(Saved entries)
——————————
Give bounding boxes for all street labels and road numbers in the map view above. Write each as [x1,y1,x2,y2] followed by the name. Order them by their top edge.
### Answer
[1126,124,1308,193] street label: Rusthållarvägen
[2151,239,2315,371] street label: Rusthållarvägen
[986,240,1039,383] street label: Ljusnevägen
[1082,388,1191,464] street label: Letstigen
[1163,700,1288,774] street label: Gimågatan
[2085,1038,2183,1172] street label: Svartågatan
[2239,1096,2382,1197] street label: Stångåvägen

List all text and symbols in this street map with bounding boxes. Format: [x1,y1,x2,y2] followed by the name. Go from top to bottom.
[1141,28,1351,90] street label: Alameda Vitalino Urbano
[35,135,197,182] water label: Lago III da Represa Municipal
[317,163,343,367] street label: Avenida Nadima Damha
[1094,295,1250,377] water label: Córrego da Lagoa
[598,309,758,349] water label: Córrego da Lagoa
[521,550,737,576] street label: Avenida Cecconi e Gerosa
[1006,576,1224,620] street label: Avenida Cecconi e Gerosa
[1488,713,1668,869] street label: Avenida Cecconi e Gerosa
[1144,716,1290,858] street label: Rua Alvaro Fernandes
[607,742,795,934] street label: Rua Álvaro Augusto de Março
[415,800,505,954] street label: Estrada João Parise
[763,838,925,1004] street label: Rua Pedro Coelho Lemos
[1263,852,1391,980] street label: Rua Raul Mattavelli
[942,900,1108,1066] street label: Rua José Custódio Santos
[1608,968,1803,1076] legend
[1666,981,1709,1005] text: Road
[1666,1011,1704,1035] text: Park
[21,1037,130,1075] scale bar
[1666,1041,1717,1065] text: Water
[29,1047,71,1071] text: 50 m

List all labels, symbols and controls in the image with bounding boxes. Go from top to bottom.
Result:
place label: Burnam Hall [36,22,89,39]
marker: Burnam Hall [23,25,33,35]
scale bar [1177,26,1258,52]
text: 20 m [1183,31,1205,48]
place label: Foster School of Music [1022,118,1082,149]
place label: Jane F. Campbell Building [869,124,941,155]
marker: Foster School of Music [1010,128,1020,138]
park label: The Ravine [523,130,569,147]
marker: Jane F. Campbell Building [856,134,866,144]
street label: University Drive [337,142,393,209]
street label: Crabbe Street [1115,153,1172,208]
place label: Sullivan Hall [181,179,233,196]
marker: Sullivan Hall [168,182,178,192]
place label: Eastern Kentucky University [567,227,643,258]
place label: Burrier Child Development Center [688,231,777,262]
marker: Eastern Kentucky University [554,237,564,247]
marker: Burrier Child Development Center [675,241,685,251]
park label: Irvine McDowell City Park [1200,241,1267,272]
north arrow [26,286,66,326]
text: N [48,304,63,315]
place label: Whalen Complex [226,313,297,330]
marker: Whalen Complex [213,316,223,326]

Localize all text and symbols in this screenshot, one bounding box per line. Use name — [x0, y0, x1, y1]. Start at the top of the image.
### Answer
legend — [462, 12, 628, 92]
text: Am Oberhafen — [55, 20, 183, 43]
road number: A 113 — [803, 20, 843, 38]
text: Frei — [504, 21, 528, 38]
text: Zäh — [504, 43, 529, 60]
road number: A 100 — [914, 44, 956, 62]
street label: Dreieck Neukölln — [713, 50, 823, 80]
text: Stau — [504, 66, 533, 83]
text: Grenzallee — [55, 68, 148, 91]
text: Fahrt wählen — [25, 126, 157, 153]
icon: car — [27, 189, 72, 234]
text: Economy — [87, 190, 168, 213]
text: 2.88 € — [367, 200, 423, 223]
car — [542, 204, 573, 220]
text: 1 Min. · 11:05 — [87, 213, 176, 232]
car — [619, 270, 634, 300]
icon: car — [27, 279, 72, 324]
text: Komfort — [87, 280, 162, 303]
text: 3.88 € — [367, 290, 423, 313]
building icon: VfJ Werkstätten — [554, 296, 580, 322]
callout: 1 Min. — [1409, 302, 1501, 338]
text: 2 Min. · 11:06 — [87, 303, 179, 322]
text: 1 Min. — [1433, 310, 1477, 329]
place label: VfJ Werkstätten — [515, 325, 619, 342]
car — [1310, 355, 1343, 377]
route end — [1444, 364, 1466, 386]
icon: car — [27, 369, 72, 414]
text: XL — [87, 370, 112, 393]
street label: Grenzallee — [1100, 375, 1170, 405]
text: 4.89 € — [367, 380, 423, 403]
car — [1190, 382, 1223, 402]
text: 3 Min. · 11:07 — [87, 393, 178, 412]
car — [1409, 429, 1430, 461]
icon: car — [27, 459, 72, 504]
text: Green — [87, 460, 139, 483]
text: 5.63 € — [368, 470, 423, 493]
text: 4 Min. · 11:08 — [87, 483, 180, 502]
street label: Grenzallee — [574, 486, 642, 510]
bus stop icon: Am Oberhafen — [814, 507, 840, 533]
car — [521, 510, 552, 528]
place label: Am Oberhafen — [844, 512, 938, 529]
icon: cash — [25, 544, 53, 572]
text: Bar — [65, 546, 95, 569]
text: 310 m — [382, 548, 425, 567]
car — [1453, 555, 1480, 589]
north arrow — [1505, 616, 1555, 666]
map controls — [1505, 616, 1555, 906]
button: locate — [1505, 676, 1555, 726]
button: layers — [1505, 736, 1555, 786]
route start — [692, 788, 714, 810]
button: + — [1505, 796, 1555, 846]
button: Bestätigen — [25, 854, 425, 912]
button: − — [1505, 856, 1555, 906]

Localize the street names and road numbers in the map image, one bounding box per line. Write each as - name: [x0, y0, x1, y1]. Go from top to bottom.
——————————
## What you have to do
Return the entries above exactly as they appear.

## Exercise output
Give bounding boxes for all street labels and road numbers in the map view above. Write each as [x1,y1,x2,y2] followed by the name. Order them by their top edge.
### Answer
[1126,124,1308,193] street label: Rusthållarvägen
[2151,239,2315,371] street label: Rusthållarvägen
[986,240,1039,383] street label: Ljusnevägen
[1082,388,1191,464] street label: Letstigen
[1163,700,1288,774] street label: Gimågatan
[2085,1038,2183,1172] street label: Svartågatan
[2239,1096,2382,1197] street label: Stångåvägen

List all text and symbols in this street map with bounding boxes. Format: [x1,y1,x2,y2] followed by the name. Go from top to bottom.
[1141,28,1351,90] street label: Alameda Vitalino Urbano
[35,135,197,182] water label: Lago III da Represa Municipal
[317,163,343,367] street label: Avenida Nadima Damha
[1094,295,1250,377] water label: Córrego da Lagoa
[598,309,758,349] water label: Córrego da Lagoa
[521,550,737,576] street label: Avenida Cecconi e Gerosa
[1006,576,1224,620] street label: Avenida Cecconi e Gerosa
[1488,713,1668,869] street label: Avenida Cecconi e Gerosa
[1144,716,1290,858] street label: Rua Alvaro Fernandes
[607,742,795,934] street label: Rua Álvaro Augusto de Março
[415,800,505,954] street label: Estrada João Parise
[763,838,925,1004] street label: Rua Pedro Coelho Lemos
[1263,852,1391,980] street label: Rua Raul Mattavelli
[942,900,1108,1066] street label: Rua José Custódio Santos
[1608,968,1803,1076] legend
[1666,981,1709,1005] text: Road
[1666,1011,1704,1035] text: Park
[21,1037,130,1075] scale bar
[1666,1041,1717,1065] text: Water
[29,1047,71,1071] text: 50 m

List all labels, symbols and controls in the image with bounding boxes. Go from top to bottom.
Result:
place label: Burnam Hall [36,22,89,39]
marker: Burnam Hall [23,25,33,35]
scale bar [1177,26,1258,52]
text: 20 m [1183,31,1205,48]
place label: Foster School of Music [1022,118,1082,149]
place label: Jane F. Campbell Building [869,124,941,155]
marker: Foster School of Music [1010,128,1020,138]
park label: The Ravine [523,130,569,147]
marker: Jane F. Campbell Building [856,134,866,144]
street label: University Drive [337,142,393,209]
street label: Crabbe Street [1115,153,1172,208]
place label: Sullivan Hall [181,179,233,196]
marker: Sullivan Hall [168,182,178,192]
place label: Eastern Kentucky University [567,227,643,258]
place label: Burrier Child Development Center [688,231,777,262]
marker: Eastern Kentucky University [554,237,564,247]
marker: Burrier Child Development Center [675,241,685,251]
park label: Irvine McDowell City Park [1200,241,1267,272]
north arrow [26,286,66,326]
text: N [48,304,63,315]
place label: Whalen Complex [226,313,297,330]
marker: Whalen Complex [213,316,223,326]

Localize all text and symbols in this screenshot, one bounding box per line. Use name — [x0, y0, x1, y1]. Start at the top of the image.
### Answer
legend — [462, 12, 628, 92]
text: Am Oberhafen — [55, 20, 183, 43]
road number: A 113 — [803, 20, 843, 38]
text: Frei — [504, 21, 528, 38]
text: Zäh — [504, 43, 529, 60]
road number: A 100 — [914, 44, 956, 62]
street label: Dreieck Neukölln — [713, 50, 823, 80]
text: Stau — [504, 66, 533, 83]
text: Grenzallee — [55, 68, 148, 91]
text: Fahrt wählen — [25, 126, 157, 153]
icon: car — [27, 189, 72, 234]
text: Economy — [87, 190, 168, 213]
text: 2.88 € — [367, 200, 423, 223]
car — [542, 204, 573, 220]
text: 1 Min. · 11:05 — [87, 213, 176, 232]
car — [619, 270, 634, 300]
icon: car — [27, 279, 72, 324]
text: Komfort — [87, 280, 162, 303]
text: 3.88 € — [367, 290, 423, 313]
building icon: VfJ Werkstätten — [554, 296, 580, 322]
callout: 1 Min. — [1409, 302, 1501, 338]
text: 2 Min. · 11:06 — [87, 303, 179, 322]
text: 1 Min. — [1433, 310, 1477, 329]
place label: VfJ Werkstätten — [515, 325, 619, 342]
car — [1310, 355, 1343, 377]
route end — [1444, 364, 1466, 386]
icon: car — [27, 369, 72, 414]
text: XL — [87, 370, 112, 393]
street label: Grenzallee — [1100, 375, 1170, 405]
text: 4.89 € — [367, 380, 423, 403]
car — [1190, 382, 1223, 402]
text: 3 Min. · 11:07 — [87, 393, 178, 412]
car — [1409, 429, 1430, 461]
icon: car — [27, 459, 72, 504]
text: Green — [87, 460, 139, 483]
text: 5.63 € — [368, 470, 423, 493]
text: 4 Min. · 11:08 — [87, 483, 180, 502]
street label: Grenzallee — [574, 486, 642, 510]
bus stop icon: Am Oberhafen — [814, 507, 840, 533]
car — [521, 510, 552, 528]
place label: Am Oberhafen — [844, 512, 938, 529]
icon: cash — [25, 544, 53, 572]
text: Bar — [65, 546, 95, 569]
text: 310 m — [382, 548, 425, 567]
car — [1453, 555, 1480, 589]
north arrow — [1505, 616, 1555, 666]
map controls — [1505, 616, 1555, 906]
button: locate — [1505, 676, 1555, 726]
button: layers — [1505, 736, 1555, 786]
route start — [692, 788, 714, 810]
button: + — [1505, 796, 1555, 846]
button: Bestätigen — [25, 854, 425, 912]
button: − — [1505, 856, 1555, 906]

Localize the street names and road numbers in the map image, one bounding box per line. Write each as - name: [x0, y0, x1, y1]. Go from top to bottom.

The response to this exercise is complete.